┌────────

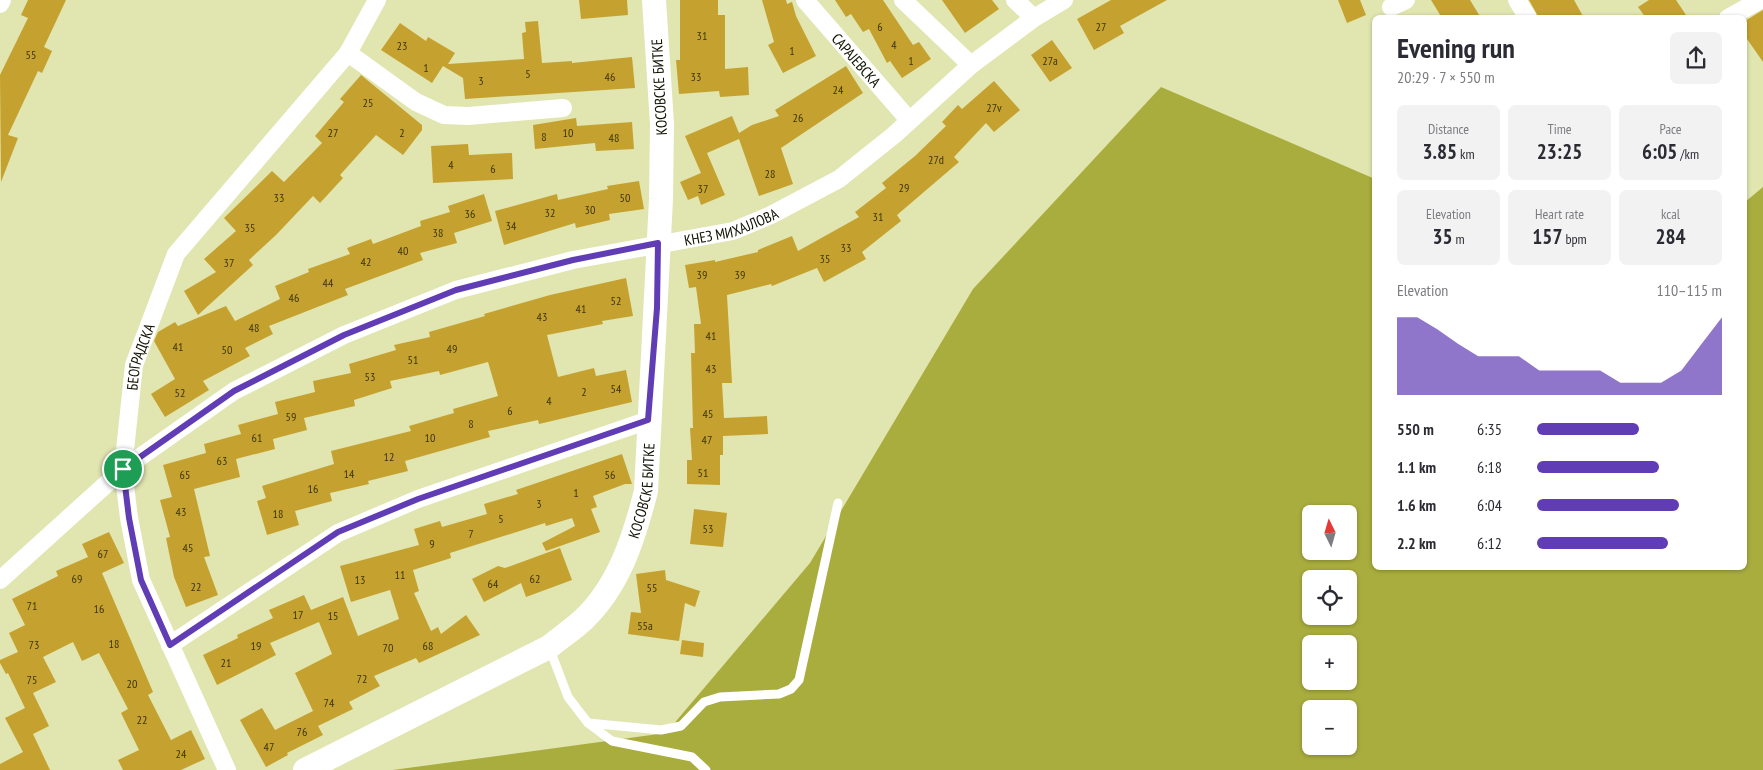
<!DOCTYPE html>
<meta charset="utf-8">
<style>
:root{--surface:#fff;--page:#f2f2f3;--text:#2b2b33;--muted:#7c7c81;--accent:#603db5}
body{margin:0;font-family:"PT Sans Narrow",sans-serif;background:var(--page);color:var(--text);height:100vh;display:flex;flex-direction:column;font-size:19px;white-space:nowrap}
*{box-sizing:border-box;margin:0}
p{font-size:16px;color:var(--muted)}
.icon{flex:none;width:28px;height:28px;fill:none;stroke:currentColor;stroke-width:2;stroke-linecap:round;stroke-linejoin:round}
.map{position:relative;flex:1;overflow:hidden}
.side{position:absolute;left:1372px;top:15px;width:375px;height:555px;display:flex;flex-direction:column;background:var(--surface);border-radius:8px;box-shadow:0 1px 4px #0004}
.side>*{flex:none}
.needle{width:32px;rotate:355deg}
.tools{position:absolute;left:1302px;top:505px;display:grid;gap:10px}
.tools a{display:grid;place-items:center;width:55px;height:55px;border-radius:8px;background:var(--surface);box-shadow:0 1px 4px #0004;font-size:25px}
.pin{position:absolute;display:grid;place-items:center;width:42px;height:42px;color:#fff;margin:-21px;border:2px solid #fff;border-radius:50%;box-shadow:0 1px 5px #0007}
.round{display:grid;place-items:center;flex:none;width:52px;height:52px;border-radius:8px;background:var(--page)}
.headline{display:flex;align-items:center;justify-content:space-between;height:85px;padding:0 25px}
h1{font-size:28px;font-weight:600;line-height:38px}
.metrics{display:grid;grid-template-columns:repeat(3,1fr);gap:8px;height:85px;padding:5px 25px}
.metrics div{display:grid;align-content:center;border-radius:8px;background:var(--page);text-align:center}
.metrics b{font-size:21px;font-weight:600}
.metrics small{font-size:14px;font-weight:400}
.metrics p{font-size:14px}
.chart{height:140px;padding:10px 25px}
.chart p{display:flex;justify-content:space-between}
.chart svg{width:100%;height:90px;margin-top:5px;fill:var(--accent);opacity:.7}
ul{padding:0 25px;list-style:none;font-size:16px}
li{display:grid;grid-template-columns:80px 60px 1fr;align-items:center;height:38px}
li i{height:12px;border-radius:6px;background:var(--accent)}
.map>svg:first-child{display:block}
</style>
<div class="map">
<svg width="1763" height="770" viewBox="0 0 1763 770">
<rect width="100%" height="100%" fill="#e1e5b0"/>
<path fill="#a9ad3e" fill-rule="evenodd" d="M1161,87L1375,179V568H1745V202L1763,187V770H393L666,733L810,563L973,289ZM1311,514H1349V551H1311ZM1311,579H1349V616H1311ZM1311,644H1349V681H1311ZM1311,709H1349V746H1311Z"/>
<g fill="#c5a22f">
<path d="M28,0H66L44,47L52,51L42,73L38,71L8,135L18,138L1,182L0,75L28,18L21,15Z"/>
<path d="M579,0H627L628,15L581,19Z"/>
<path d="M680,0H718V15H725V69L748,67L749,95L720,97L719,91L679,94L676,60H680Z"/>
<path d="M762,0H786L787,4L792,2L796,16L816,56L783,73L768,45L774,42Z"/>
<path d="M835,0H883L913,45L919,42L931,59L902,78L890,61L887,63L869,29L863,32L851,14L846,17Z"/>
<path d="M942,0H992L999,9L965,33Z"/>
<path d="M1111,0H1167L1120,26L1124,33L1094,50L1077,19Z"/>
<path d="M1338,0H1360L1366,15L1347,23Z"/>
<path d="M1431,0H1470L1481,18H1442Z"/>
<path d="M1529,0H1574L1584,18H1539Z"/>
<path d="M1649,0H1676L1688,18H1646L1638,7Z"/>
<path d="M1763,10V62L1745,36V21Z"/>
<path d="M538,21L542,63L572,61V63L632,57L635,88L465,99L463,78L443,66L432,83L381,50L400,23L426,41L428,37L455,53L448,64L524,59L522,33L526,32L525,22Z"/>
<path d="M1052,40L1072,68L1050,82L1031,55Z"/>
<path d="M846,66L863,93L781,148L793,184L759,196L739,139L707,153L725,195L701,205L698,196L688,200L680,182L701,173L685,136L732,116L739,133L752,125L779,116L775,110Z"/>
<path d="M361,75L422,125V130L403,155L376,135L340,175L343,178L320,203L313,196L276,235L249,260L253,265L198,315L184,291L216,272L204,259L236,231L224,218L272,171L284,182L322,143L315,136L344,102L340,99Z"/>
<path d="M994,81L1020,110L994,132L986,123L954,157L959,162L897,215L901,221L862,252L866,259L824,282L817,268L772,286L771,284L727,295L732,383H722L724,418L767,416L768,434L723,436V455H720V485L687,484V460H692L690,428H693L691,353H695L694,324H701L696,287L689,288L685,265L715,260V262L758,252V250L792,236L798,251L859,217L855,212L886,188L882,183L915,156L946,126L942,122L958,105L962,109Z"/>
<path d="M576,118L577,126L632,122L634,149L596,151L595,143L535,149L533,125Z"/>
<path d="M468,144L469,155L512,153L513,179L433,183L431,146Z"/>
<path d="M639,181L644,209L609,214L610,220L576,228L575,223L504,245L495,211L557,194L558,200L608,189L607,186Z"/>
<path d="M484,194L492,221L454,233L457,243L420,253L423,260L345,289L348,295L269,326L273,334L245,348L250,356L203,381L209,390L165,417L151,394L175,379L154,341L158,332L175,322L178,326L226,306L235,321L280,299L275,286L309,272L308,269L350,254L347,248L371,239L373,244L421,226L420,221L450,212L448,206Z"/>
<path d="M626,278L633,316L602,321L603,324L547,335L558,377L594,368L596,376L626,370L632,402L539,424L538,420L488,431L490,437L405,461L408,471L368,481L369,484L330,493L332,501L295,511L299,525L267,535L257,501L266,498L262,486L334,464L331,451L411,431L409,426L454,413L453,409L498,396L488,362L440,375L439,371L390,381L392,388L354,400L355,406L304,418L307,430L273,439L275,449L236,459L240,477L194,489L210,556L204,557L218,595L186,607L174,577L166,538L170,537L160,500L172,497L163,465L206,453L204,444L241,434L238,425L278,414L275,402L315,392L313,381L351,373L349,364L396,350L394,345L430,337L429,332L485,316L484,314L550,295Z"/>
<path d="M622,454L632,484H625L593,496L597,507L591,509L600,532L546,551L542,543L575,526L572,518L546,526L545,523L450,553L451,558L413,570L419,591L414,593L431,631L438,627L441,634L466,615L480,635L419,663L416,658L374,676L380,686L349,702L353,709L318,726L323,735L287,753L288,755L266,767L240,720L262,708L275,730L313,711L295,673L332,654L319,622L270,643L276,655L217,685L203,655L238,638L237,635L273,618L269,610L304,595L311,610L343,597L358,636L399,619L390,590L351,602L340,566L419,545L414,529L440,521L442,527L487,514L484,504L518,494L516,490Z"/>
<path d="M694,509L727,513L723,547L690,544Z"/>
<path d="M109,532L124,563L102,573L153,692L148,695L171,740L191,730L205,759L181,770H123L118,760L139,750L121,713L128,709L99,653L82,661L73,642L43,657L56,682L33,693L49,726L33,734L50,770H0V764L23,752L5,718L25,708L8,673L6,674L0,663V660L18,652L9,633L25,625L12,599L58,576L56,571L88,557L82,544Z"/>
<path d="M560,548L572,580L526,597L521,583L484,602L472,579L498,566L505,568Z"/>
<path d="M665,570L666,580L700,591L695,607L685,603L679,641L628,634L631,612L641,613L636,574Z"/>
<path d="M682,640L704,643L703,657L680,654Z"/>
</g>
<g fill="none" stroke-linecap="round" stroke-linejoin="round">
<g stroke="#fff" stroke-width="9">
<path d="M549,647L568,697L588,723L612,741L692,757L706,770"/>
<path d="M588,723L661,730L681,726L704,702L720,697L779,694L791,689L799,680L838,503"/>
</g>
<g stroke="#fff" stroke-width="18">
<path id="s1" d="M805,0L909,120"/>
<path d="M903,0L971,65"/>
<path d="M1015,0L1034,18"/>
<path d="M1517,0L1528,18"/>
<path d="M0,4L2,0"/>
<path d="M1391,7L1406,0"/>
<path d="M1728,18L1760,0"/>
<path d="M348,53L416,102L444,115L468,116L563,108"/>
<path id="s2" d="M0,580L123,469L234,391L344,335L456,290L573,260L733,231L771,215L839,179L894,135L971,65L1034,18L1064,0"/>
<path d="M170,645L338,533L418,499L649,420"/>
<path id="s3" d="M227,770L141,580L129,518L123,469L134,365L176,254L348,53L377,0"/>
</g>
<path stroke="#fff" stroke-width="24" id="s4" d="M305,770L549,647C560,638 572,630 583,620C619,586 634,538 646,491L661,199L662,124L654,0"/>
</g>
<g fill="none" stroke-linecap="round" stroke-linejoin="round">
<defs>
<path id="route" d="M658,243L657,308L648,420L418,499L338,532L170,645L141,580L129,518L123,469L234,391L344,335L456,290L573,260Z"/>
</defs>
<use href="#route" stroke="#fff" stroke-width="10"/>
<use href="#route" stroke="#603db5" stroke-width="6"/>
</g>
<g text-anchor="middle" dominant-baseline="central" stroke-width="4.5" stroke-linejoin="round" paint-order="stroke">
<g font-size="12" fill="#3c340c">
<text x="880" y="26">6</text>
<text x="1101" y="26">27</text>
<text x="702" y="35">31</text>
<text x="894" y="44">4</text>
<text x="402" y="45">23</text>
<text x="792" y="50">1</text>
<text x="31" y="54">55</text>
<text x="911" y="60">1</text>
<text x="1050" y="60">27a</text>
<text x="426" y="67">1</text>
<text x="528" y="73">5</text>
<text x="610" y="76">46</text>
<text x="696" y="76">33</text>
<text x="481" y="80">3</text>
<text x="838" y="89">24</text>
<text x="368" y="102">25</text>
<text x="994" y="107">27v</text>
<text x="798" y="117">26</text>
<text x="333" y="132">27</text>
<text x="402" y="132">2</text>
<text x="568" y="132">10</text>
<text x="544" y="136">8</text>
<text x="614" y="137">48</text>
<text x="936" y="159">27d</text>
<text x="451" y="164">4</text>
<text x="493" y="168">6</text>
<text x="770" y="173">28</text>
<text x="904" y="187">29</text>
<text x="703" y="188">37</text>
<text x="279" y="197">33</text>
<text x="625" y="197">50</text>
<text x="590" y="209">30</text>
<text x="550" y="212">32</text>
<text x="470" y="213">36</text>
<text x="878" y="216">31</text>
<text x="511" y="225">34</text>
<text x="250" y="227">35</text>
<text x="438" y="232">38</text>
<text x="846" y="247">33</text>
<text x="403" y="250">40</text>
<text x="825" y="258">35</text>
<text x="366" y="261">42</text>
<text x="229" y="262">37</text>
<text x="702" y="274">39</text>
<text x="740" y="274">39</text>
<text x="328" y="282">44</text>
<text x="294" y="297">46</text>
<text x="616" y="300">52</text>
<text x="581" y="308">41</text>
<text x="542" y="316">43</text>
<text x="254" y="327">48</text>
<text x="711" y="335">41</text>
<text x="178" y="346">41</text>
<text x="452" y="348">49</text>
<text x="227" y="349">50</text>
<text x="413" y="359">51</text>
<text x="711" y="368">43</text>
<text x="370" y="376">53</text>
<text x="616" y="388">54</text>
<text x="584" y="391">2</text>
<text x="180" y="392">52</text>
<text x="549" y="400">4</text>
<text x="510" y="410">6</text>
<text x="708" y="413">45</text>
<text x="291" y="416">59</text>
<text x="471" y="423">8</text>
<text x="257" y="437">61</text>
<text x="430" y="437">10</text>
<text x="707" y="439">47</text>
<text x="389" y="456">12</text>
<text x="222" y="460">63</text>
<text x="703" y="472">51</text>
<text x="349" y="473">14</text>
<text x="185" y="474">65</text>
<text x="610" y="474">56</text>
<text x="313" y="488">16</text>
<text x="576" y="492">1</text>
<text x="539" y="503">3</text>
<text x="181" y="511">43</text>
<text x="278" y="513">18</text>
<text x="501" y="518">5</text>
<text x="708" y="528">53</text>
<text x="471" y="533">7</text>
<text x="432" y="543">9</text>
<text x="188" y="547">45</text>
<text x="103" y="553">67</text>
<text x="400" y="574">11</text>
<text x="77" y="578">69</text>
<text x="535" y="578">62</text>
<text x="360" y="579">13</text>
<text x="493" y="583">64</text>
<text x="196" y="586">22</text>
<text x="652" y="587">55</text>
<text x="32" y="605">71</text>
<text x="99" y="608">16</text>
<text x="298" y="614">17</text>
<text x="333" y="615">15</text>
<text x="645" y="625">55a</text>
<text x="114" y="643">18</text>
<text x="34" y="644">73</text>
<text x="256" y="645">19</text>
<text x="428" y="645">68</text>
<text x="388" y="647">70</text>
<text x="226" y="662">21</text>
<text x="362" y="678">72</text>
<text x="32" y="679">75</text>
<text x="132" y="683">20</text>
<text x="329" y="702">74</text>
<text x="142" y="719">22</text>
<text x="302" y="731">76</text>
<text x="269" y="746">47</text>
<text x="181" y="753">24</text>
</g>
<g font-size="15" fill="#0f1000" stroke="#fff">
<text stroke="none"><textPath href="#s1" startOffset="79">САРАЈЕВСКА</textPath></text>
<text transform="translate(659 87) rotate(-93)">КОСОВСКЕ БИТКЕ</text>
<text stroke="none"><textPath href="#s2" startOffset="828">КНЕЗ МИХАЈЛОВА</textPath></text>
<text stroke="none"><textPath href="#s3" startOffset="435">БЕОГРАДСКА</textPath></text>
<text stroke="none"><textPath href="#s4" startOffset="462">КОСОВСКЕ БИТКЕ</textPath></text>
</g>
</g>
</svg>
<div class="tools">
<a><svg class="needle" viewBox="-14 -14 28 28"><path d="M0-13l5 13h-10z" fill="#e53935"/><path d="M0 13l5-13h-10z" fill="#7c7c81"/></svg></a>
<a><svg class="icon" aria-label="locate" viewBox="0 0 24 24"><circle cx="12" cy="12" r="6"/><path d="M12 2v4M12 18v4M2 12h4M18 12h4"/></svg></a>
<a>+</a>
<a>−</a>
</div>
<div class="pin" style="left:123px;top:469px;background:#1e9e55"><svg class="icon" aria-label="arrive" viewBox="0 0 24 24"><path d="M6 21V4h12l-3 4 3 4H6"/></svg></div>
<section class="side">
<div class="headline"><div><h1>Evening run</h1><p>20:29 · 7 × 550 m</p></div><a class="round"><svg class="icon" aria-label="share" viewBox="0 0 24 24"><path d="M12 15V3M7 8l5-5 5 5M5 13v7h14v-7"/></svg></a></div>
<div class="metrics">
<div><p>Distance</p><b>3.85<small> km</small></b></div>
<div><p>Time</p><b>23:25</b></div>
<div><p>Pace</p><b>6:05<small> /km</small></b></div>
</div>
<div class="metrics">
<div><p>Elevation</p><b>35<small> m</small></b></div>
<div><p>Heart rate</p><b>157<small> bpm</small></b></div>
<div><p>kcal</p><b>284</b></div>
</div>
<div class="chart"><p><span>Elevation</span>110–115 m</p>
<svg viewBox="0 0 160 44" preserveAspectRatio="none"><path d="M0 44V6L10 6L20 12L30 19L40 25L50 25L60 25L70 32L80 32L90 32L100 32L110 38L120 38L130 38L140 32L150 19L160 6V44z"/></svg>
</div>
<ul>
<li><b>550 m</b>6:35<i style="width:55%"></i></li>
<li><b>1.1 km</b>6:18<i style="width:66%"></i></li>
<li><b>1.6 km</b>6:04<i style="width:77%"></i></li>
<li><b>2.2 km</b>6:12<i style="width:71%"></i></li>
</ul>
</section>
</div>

└────────

→ What to produce
Going through the material above, how many lines contain the word "page"? Write only the number.

→ Problem solution
4